__WORK REQUIRED__. Could each entry be returned exactly as it appears?

┌─ DATA FOR THE TASK

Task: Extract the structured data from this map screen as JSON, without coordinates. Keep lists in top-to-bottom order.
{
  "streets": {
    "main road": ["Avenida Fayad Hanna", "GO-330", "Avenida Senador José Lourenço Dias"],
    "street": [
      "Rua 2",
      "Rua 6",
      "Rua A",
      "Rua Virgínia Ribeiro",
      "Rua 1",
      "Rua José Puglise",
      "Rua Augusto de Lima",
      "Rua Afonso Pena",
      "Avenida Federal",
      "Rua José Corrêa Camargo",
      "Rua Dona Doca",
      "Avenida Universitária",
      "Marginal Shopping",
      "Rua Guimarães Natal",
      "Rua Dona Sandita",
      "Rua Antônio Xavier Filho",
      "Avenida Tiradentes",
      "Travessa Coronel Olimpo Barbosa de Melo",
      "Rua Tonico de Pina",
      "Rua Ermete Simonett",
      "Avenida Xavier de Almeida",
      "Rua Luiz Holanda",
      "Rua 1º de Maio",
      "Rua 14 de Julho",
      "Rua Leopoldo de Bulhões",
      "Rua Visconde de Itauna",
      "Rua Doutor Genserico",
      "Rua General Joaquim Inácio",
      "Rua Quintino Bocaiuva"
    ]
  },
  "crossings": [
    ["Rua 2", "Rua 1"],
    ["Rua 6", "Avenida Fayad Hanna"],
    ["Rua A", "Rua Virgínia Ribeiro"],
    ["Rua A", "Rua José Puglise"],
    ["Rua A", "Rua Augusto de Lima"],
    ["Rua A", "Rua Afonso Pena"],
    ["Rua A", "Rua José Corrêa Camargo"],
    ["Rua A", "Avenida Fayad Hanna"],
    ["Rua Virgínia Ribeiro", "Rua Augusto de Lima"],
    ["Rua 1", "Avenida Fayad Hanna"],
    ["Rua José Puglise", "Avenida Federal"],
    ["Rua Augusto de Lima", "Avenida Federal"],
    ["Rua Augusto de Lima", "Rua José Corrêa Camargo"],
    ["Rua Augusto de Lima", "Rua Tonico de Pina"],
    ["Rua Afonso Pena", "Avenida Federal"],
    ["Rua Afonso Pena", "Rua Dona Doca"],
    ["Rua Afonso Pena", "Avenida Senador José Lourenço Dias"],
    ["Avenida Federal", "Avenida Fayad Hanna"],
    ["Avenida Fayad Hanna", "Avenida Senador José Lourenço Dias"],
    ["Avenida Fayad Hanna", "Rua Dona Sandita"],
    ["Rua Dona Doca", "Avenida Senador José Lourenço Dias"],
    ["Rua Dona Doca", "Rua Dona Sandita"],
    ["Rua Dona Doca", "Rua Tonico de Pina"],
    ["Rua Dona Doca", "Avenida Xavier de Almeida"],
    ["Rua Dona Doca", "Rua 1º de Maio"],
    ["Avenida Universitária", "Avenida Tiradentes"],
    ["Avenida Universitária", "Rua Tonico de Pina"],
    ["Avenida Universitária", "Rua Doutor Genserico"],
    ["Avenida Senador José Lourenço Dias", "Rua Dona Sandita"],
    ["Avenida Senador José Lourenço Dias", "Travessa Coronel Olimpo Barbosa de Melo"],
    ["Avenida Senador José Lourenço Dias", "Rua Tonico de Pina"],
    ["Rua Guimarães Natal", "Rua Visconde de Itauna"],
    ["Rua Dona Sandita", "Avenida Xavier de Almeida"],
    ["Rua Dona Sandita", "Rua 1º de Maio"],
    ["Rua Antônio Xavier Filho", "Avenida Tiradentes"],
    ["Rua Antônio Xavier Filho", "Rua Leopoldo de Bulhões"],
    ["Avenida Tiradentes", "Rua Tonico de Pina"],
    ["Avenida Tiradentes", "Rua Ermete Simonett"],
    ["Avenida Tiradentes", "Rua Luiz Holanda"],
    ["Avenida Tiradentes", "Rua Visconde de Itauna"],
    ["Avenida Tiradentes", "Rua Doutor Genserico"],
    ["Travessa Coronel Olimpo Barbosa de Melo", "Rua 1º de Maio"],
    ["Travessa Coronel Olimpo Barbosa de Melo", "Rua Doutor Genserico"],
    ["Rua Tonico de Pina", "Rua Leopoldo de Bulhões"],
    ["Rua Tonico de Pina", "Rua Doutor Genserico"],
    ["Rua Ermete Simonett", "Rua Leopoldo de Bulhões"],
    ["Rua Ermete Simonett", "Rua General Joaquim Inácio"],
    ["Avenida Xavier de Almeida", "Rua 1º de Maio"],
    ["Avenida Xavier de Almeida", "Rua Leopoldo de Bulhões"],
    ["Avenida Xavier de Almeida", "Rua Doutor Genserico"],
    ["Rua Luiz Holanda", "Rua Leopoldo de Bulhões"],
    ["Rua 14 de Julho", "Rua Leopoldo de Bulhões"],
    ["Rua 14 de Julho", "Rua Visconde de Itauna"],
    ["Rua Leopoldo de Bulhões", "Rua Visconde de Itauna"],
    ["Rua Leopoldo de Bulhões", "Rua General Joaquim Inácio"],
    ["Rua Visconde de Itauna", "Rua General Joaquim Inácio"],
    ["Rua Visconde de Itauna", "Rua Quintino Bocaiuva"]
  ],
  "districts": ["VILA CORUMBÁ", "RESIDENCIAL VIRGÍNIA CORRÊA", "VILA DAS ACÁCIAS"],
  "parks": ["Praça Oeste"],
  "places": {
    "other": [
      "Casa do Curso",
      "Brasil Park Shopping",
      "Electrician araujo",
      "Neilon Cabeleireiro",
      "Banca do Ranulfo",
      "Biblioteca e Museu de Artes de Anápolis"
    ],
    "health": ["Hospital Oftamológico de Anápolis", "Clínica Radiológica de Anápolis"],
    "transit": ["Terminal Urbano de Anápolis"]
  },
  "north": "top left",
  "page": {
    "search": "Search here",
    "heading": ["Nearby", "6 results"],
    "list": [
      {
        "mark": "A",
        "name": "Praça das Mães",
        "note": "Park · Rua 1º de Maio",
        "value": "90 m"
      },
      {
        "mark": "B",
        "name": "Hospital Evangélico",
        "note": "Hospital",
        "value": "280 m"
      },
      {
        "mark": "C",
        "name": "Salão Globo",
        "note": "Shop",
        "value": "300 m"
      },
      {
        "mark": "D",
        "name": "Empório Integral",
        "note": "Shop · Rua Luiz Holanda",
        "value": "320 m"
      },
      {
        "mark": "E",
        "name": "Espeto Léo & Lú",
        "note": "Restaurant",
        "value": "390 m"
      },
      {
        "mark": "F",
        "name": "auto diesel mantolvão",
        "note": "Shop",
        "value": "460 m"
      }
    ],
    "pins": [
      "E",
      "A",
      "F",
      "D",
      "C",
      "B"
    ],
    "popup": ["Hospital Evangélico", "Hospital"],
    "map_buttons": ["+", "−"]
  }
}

└─

__WRITTEN SOLUTION__.
Task: Extract the structured data from this map screen as JSON, without coordinates. Keep lists in top-to-bottom order.
{
  "streets": {
    "main road": ["Avenida Fayad Hanna", "GO-330", "Avenida Senador José Lourenço Dias"],
    "street": [
      "Rua 2",
      "Rua 6",
      "Rua A",
      "Rua Virgínia Ribeiro",
      "Rua 1",
      "Rua José Puglise",
      "Rua Augusto de Lima",
      "Rua Afonso Pena",
      "Avenida Federal",
      "Rua José Corrêa Camargo",
      "Rua Dona Doca",
      "Avenida Universitária",
      "Marginal Shopping",
      "Rua Guimarães Natal",
      "Rua Dona Sandita",
      "Rua Antônio Xavier Filho",
      "Avenida Tiradentes",
      "Travessa Coronel Olimpo Barbosa de Melo",
      "Rua Tonico de Pina",
      "Rua Ermete Simonett",
      "Avenida Xavier de Almeida",
      "Rua Luiz Holanda",
      "Rua 1º de Maio",
      "Rua 14 de Julho",
      "Rua Leopoldo de Bulhões",
      "Rua Visconde de Itauna",
      "Rua Doutor Genserico",
      "Rua General Joaquim Inácio",
      "Rua Quintino Bocaiuva"
    ]
  },
  "crossings": [
    ["Rua 2", "Rua 1"],
    ["Rua 6", "Avenida Fayad Hanna"],
    ["Rua A", "Rua Virgínia Ribeiro"],
    ["Rua A", "Rua José Puglise"],
    ["Rua A", "Rua Augusto de Lima"],
    ["Rua A", "Rua Afonso Pena"],
    ["Rua A", "Rua José Corrêa Camargo"],
    ["Rua A", "Avenida Fayad Hanna"],
    ["Rua Virgínia Ribeiro", "Rua Augusto de Lima"],
    ["Rua 1", "Avenida Fayad Hanna"],
    ["Rua José Puglise", "Avenida Federal"],
    ["Rua Augusto de Lima", "Avenida Federal"],
    ["Rua Augusto de Lima", "Rua José Corrêa Camargo"],
    ["Rua Augusto de Lima", "Rua Tonico de Pina"],
    ["Rua Afonso Pena", "Avenida Federal"],
    ["Rua Afonso Pena", "Rua Dona Doca"],
    ["Rua Afonso Pena", "Avenida Senador José Lourenço Dias"],
    ["Avenida Federal", "Avenida Fayad Hanna"],
    ["Avenida Fayad Hanna", "Avenida Senador José Lourenço Dias"],
    ["Avenida Fayad Hanna", "Rua Dona Sandita"],
    ["Rua Dona Doca", "Avenida Senador José Lourenço Dias"],
    ["Rua Dona Doca", "Rua Dona Sandita"],
    ["Rua Dona Doca", "Rua Tonico de Pina"],
    ["Rua Dona Doca", "Avenida Xavier de Almeida"],
    ["Rua Dona Doca", "Rua 1º de Maio"],
    ["Avenida Universitária", "Avenida Tiradentes"],
    ["Avenida Universitária", "Rua Tonico de Pina"],
    ["Avenida Universitária", "Rua Doutor Genserico"],
    ["Avenida Senador José Lourenço Dias", "Rua Dona Sandita"],
    ["Avenida Senador José Lourenço Dias", "Travessa Coronel Olimpo Barbosa de Melo"],
    ["Avenida Senador José Lourenço Dias", "Rua Tonico de Pina"],
    ["Rua Guimarães Natal", "Rua Visconde de Itauna"],
    ["Rua Dona Sandita", "Avenida Xavier de Almeida"],
    ["Rua Dona Sandita", "Rua 1º de Maio"],
    ["Rua Antônio Xavier Filho", "Avenida Tiradentes"],
    ["Rua Antônio Xavier Filho", "Rua Leopoldo de Bulhões"],
    ["Avenida Tiradentes", "Rua Tonico de Pina"],
    ["Avenida Tiradentes", "Rua Ermete Simonett"],
    ["Avenida Tiradentes", "Rua Luiz Holanda"],
    ["Avenida Tiradentes", "Rua Visconde de Itauna"],
    ["Avenida Tiradentes", "Rua Doutor Genserico"],
    ["Travessa Coronel Olimpo Barbosa de Melo", "Rua 1º de Maio"],
    ["Travessa Coronel Olimpo Barbosa de Melo", "Rua Doutor Genserico"],
    ["Rua Tonico de Pina", "Rua Leopoldo de Bulhões"],
    ["Rua Tonico de Pina", "Rua Doutor Genserico"],
    ["Rua Ermete Simonett", "Rua Leopoldo de Bulhões"],
    ["Rua Ermete Simonett", "Rua General Joaquim Inácio"],
    ["Avenida Xavier de Almeida", "Rua 1º de Maio"],
    ["Avenida Xavier de Almeida", "Rua Leopoldo de Bulhões"],
    ["Avenida Xavier de Almeida", "Rua Doutor Genserico"],
    ["Rua Luiz Holanda", "Rua Leopoldo de Bulhões"],
    ["Rua 14 de Julho", "Rua Leopoldo de Bulhões"],
    ["Rua 14 de Julho", "Rua Visconde de Itauna"],
    ["Rua Leopoldo de Bulhões", "Rua Visconde de Itauna"],
    ["Rua Leopoldo de Bulhões", "Rua General Joaquim Inácio"],
    ["Rua Visconde de Itauna", "Rua General Joaquim Inácio"],
    ["Rua Visconde de Itauna", "Rua Quintino Bocaiuva"]
  ],
  "districts": ["VILA CORUMBÁ", "RESIDENCIAL VIRGÍNIA CORRÊA", "VILA DAS ACÁCIAS"],
  "parks": ["Praça Oeste"],
  "places": {
    "other": [
      "Casa do Curso",
      "Brasil Park Shopping",
      "Electrician araujo",
      "Neilon Cabeleireiro",
      "Banca do Ranulfo",
      "Biblioteca e Museu de Artes de Anápolis"
    ],
    "health": ["Hospital Oftamológico de Anápolis", "Clínica Radiológica de Anápolis"],
    "transit": ["Terminal Urbano de Anápolis"]
  },
  "north": "top left",
  "page": {
    "search": "Search here",
    "heading": ["Nearby", "6 results"],
    "list": [
      {
        "mark": "A",
        "name": "Praça das Mães",
        "note": "Park · Rua 1º de Maio",
        "value": "90 m"
      },
      {
        "mark": "B",
        "name": "Hospital Evangélico",
        "note": "Hospital",
        "value": "280 m"
      },
      {
        "mark": "C",
        "name": "Salão Globo",
        "note": "Shop",
        "value": "300 m"
      },
      {
        "mark": "D",
        "name": "Empório Integral",
        "note": "Shop · Rua Luiz Holanda",
        "value": "320 m"
      },
      {
        "mark": "E",
        "name": "Espeto Léo & Lú",
        "note": "Restaurant",
        "value": "390 m"
      },
      {
        "mark": "F",
        "name": "auto diesel mantolvão",
        "note": "Shop",
        "value": "460 m"
      }
    ],
    "pins": [
      "E",
      "A",
      "F",
      "D",
      "C",
      "B"
    ],
    "popup": ["Hospital Evangélico", "Hospital"],
    "map_buttons": ["+", "−"]
  }
}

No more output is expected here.